Обсуждение: Re: MultiXactId Error in Autovacuum

Поиск
Список
Период
Сортировка

Re: MultiXactId Error in Autovacuum

От
Karl Hafner
Дата:
Thank you for your suggestion!

Since the autovacuum process is failing each time because of: "ERROR:  MultiXactId 2683601542 does no longer exist -- apparent wraparound", I have expected the manual vacuum also to fail because of the same error.
I've tried it anyway. Well ... manual vacuum also fails unfortunately.
I did not run vacuum with --full, because I want to avoid a locked table.

BR, 
Karl



On Sat, Nov 16, 2013 at 9:25 PM, Strahinja Kustudić <strahinjak@nordeus.com> wrote:
If autovacuum doesn't want to finish the vacuuming of that table, why not just kill the autovacuum process on that table (you could use pg_cancel_backend())and run vacuum manually on that table?


Strahinja Kustudić
| Lead System Engineer | Nordeus


On Fri, Nov 15, 2013 at 10:33 AM, Karl Hafner <karl@scoreloop.com> wrote:
Sorry, dear mailing list, somehow my email got sent before I finished it :-(

I will go on and repeat. Please bear with me!
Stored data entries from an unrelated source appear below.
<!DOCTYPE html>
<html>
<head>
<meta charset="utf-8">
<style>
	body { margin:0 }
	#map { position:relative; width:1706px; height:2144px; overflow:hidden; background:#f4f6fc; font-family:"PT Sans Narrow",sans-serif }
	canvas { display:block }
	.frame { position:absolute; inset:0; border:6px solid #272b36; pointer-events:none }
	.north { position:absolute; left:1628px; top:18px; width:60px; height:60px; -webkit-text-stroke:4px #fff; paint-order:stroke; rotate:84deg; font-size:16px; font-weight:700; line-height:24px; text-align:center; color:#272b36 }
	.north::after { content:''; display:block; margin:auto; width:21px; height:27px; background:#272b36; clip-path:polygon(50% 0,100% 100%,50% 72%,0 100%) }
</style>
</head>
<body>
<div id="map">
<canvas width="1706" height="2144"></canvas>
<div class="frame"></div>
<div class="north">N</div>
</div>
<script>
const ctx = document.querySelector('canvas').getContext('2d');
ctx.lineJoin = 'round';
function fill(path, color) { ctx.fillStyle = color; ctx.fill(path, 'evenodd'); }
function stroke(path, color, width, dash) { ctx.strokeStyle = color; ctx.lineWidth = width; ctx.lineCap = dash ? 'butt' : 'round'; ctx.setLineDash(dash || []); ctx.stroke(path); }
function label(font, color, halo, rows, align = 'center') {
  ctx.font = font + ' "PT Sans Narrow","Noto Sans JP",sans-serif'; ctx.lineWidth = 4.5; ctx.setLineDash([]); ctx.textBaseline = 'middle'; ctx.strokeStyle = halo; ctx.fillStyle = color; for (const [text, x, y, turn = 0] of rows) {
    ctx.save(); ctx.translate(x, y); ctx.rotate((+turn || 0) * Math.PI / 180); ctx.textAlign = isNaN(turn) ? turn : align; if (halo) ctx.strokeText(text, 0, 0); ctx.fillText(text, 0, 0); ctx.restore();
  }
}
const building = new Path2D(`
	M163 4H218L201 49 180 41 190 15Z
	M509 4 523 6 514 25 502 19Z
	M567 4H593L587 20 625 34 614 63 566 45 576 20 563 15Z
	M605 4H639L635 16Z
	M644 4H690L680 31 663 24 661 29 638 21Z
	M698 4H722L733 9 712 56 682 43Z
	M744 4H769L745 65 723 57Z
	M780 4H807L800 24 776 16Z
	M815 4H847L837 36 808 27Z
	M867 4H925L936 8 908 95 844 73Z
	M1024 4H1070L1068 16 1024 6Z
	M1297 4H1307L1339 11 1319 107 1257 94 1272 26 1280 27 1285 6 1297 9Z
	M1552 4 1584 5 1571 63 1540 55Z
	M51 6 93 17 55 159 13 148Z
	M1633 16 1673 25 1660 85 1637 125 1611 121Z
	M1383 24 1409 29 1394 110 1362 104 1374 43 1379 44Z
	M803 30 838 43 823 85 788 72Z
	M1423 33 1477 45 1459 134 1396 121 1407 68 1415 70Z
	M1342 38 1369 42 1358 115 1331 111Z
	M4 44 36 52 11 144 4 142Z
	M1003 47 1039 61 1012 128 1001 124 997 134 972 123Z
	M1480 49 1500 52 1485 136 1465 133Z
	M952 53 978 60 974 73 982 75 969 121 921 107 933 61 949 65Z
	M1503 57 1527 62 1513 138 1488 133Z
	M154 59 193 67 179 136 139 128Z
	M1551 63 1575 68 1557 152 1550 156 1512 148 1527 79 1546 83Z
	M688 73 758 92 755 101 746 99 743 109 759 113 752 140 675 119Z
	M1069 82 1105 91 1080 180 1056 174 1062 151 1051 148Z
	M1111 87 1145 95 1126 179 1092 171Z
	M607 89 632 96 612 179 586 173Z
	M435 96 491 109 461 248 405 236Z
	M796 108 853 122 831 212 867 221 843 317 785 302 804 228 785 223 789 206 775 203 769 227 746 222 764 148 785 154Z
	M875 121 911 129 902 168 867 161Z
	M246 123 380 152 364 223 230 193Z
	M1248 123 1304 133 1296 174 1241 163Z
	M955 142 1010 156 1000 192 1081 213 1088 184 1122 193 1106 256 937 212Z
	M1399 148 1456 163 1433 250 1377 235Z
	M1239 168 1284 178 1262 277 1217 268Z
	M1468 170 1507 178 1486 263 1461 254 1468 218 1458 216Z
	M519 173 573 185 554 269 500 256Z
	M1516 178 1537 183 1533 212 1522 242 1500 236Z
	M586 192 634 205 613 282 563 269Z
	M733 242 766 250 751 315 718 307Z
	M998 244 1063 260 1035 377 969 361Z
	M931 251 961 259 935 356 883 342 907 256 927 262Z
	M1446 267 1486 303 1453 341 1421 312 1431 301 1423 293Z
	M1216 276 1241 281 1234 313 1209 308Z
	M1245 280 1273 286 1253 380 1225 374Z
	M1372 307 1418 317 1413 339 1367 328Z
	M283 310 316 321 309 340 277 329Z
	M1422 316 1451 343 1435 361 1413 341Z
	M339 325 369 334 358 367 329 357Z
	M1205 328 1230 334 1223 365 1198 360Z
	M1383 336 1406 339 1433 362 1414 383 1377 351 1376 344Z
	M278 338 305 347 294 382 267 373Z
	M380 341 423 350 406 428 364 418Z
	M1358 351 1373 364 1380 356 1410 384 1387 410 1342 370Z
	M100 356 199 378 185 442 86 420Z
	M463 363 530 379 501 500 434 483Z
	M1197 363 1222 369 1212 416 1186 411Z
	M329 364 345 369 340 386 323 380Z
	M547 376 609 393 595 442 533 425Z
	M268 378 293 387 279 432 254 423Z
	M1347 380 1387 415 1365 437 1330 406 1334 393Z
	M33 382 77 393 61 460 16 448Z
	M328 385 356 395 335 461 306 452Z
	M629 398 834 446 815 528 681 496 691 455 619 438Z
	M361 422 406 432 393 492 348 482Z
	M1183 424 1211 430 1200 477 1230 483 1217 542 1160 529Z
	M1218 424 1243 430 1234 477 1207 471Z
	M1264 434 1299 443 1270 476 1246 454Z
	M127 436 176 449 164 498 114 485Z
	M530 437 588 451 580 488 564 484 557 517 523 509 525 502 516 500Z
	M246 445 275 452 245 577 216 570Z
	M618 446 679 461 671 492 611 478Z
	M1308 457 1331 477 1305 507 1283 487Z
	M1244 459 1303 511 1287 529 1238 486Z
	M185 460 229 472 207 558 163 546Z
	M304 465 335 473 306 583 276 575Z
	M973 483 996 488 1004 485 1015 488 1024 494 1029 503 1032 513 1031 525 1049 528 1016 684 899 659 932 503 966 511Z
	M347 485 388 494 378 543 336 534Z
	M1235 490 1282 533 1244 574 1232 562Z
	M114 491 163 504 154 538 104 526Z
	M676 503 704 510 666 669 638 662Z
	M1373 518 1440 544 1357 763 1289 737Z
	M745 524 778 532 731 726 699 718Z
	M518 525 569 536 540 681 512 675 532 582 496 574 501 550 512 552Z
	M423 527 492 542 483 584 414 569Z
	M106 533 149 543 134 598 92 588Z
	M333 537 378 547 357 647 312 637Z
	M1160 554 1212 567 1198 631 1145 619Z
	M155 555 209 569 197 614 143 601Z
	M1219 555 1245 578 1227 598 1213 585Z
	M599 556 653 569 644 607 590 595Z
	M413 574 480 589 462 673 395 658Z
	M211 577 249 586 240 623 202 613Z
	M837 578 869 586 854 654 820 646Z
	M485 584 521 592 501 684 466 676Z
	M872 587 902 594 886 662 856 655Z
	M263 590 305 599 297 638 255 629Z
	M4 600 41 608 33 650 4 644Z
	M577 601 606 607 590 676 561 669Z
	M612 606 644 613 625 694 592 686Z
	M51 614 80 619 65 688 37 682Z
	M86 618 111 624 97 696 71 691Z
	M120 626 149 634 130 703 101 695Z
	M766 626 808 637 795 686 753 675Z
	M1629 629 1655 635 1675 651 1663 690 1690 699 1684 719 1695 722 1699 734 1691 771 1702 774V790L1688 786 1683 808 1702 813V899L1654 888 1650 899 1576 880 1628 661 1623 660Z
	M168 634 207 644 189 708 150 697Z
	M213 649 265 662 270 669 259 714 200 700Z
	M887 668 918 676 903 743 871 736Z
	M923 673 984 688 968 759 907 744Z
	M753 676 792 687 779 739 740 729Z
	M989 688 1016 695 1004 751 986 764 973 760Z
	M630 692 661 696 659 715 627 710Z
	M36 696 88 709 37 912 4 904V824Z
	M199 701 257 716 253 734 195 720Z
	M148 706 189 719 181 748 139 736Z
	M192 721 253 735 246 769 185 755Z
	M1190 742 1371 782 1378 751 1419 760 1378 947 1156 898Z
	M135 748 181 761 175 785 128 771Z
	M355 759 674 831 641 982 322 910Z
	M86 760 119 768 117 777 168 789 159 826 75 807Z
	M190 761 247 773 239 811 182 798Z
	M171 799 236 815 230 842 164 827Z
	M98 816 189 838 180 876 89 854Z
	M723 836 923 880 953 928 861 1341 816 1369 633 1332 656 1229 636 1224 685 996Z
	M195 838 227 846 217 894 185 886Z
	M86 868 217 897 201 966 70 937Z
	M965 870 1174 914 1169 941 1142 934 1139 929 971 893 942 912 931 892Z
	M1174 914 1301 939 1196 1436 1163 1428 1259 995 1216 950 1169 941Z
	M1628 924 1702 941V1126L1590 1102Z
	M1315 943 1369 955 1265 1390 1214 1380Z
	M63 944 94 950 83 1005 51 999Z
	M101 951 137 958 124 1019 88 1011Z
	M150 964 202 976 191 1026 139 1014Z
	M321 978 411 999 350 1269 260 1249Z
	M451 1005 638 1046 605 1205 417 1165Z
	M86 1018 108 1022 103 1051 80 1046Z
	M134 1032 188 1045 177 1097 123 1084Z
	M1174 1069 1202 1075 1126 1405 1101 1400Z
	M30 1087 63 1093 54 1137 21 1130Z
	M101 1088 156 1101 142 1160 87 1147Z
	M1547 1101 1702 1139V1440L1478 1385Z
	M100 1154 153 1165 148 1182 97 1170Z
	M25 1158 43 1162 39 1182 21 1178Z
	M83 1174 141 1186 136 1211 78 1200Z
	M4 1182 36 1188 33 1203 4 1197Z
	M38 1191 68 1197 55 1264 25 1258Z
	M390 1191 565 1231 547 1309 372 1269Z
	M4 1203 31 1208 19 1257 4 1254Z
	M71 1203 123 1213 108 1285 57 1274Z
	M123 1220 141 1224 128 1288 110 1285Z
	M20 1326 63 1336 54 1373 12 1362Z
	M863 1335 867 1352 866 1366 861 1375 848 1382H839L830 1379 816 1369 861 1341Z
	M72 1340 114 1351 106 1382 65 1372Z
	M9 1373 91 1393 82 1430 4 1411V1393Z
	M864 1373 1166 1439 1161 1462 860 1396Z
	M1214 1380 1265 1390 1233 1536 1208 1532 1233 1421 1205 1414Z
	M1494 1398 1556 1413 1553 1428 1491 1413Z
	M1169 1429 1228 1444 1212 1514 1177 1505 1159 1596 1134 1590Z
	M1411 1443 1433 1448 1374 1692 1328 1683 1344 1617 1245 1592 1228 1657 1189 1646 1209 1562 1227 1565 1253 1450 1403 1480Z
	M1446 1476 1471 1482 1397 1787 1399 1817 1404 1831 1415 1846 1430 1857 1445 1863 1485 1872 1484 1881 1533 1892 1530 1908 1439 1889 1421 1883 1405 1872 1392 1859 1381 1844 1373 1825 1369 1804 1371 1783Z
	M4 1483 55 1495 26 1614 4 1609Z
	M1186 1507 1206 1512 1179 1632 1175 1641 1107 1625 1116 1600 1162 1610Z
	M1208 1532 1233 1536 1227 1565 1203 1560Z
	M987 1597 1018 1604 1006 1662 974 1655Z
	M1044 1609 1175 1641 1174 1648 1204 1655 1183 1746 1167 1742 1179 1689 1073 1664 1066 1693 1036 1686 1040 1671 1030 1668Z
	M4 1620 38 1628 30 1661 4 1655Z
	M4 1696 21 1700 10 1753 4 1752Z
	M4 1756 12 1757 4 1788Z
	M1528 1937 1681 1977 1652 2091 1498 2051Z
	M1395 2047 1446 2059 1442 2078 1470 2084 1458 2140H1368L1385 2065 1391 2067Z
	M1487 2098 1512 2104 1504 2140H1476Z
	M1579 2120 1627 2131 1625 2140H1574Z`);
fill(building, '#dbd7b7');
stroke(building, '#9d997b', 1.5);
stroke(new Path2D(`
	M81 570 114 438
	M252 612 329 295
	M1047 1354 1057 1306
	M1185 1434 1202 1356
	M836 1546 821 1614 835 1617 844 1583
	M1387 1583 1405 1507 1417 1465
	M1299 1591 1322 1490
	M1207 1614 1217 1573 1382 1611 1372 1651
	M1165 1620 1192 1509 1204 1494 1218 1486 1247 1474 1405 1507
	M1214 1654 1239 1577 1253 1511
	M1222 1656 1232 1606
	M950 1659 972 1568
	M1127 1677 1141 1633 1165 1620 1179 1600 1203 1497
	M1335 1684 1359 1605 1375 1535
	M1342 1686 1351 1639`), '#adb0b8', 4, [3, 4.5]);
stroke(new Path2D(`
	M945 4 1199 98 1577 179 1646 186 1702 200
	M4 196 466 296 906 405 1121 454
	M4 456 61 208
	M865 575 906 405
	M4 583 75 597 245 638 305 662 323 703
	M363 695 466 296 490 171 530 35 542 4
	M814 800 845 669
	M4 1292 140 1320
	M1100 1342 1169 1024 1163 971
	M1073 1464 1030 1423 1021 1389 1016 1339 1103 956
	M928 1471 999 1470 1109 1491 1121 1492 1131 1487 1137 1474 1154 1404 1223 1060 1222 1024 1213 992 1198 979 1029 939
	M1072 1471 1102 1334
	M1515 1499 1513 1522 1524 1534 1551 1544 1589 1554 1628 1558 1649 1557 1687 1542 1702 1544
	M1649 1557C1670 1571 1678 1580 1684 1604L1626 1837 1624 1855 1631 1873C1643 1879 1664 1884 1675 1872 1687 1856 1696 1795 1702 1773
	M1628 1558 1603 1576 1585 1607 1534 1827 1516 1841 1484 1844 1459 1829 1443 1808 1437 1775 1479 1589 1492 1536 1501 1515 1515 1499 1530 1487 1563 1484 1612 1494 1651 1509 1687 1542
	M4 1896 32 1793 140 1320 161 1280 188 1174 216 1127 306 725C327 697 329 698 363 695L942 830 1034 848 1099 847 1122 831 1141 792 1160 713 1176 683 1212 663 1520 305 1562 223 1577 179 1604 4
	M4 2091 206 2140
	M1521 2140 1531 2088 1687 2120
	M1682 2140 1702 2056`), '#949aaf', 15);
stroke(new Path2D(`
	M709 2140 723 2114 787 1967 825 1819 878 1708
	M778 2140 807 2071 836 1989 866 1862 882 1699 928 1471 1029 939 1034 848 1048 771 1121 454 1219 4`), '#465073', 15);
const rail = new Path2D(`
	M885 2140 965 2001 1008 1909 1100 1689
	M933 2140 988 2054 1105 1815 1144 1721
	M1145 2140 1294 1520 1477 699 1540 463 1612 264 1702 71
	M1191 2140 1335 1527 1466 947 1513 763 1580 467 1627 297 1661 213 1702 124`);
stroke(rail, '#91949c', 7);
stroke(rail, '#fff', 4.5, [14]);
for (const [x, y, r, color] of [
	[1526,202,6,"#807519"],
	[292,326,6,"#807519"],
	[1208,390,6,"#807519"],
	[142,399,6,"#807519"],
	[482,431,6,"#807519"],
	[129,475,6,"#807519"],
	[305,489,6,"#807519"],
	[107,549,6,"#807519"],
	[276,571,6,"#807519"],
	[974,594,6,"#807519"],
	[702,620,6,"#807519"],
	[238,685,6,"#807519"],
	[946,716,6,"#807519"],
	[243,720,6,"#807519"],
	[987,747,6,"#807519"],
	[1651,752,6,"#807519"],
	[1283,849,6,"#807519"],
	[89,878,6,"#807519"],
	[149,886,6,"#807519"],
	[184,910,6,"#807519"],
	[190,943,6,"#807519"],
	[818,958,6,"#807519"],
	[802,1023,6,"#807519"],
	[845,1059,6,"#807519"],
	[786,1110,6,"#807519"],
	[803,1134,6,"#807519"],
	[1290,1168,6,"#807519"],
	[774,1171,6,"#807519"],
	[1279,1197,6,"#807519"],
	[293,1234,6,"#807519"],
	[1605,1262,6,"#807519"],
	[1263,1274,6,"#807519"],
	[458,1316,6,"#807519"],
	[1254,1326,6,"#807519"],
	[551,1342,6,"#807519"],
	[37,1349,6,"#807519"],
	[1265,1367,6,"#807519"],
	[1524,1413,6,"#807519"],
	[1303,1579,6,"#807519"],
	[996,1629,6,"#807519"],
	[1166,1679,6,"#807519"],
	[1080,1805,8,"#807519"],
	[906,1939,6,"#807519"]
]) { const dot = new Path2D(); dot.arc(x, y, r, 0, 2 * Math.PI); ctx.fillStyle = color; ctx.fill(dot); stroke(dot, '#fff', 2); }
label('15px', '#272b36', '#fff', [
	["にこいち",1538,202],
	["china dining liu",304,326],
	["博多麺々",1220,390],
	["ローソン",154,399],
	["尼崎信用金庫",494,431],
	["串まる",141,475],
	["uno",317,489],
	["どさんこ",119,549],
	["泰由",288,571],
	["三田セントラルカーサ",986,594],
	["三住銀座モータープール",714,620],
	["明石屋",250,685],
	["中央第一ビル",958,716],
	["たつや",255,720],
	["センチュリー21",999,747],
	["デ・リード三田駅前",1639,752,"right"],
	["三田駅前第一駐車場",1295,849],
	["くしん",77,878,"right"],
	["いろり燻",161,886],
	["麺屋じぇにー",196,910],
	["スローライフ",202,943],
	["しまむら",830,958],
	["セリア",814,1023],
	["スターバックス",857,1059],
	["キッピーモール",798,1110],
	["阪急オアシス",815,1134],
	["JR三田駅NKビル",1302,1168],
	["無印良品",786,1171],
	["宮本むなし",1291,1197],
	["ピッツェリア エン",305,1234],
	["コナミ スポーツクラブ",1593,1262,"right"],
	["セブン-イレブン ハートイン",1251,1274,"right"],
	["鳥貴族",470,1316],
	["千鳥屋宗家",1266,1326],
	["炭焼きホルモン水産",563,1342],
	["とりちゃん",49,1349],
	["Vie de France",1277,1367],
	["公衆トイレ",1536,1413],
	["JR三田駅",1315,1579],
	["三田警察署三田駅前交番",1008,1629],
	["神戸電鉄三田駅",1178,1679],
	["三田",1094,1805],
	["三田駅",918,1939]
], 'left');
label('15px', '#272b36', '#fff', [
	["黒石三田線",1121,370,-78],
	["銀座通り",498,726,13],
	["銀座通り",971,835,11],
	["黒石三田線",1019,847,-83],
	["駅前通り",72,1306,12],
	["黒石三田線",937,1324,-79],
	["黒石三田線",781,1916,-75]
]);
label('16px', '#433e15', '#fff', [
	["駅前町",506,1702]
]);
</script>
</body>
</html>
I am currently worried about an error that shows up in our log files since a few weeks: 

2013-11-15 07:13:13 UTC [22668]: [2-1] ERROR:  MultiXactId 2683601542 does no longer exist -- apparent wraparound
2013-11-15 07:13:13 UTC [22668]: [3-1] CONTEXT:  automatic vacuum of table "scoreloop.public.gamer_device_sightings"

It is always the same MultiXactId.
It seems that "autovacuum" is active on that table, but it seems to have restarted today in the morning:  

select query_start, query, state, pid from pg_stat_activity where query LIKE 'autovacuum%' ;

# select query_start, query, state, pid from pg_stat_activity where query LIKE 'autovacuum%' ;
         
query_start  |                                      query                                       | state  | pid  
-------------------------------+----------------------------------------------------------------------------------+--------+------
 2013-11-15 07:13:13.281202+00 | autovacuum: VACUUM ANALYZE public.gamer_device_sightings (to prevent wraparound) | active | 4360


There are a few locks on tat table: 

# select c.oid,c.relname,l.pid,l.mode,l.granted from pg_class c join pg_locks l on c.oid=l.relation where l.pid='4360' order by l.pid;
  oid  |                 relname                  | pid  |           mode           | granted 
-------+------------------------------------------+------+--------------------------+---------
 19862 | index_gamer_device_sightings_on_gamer_id | 4360 | RowExclusiveLock         | t
 19719 | gamer_device_sightings_pkey                      | 4360 | RowExclusiveLock         | t
 19309 | gamer_device_sightings                               | 4360 | ShareUpdateExclusiveLock | t



The error I described seems to terminate the auto vacuum process: It has never finished on that table. 
It is the only table without a finished vacuum. So I guess the above error is the reason for this.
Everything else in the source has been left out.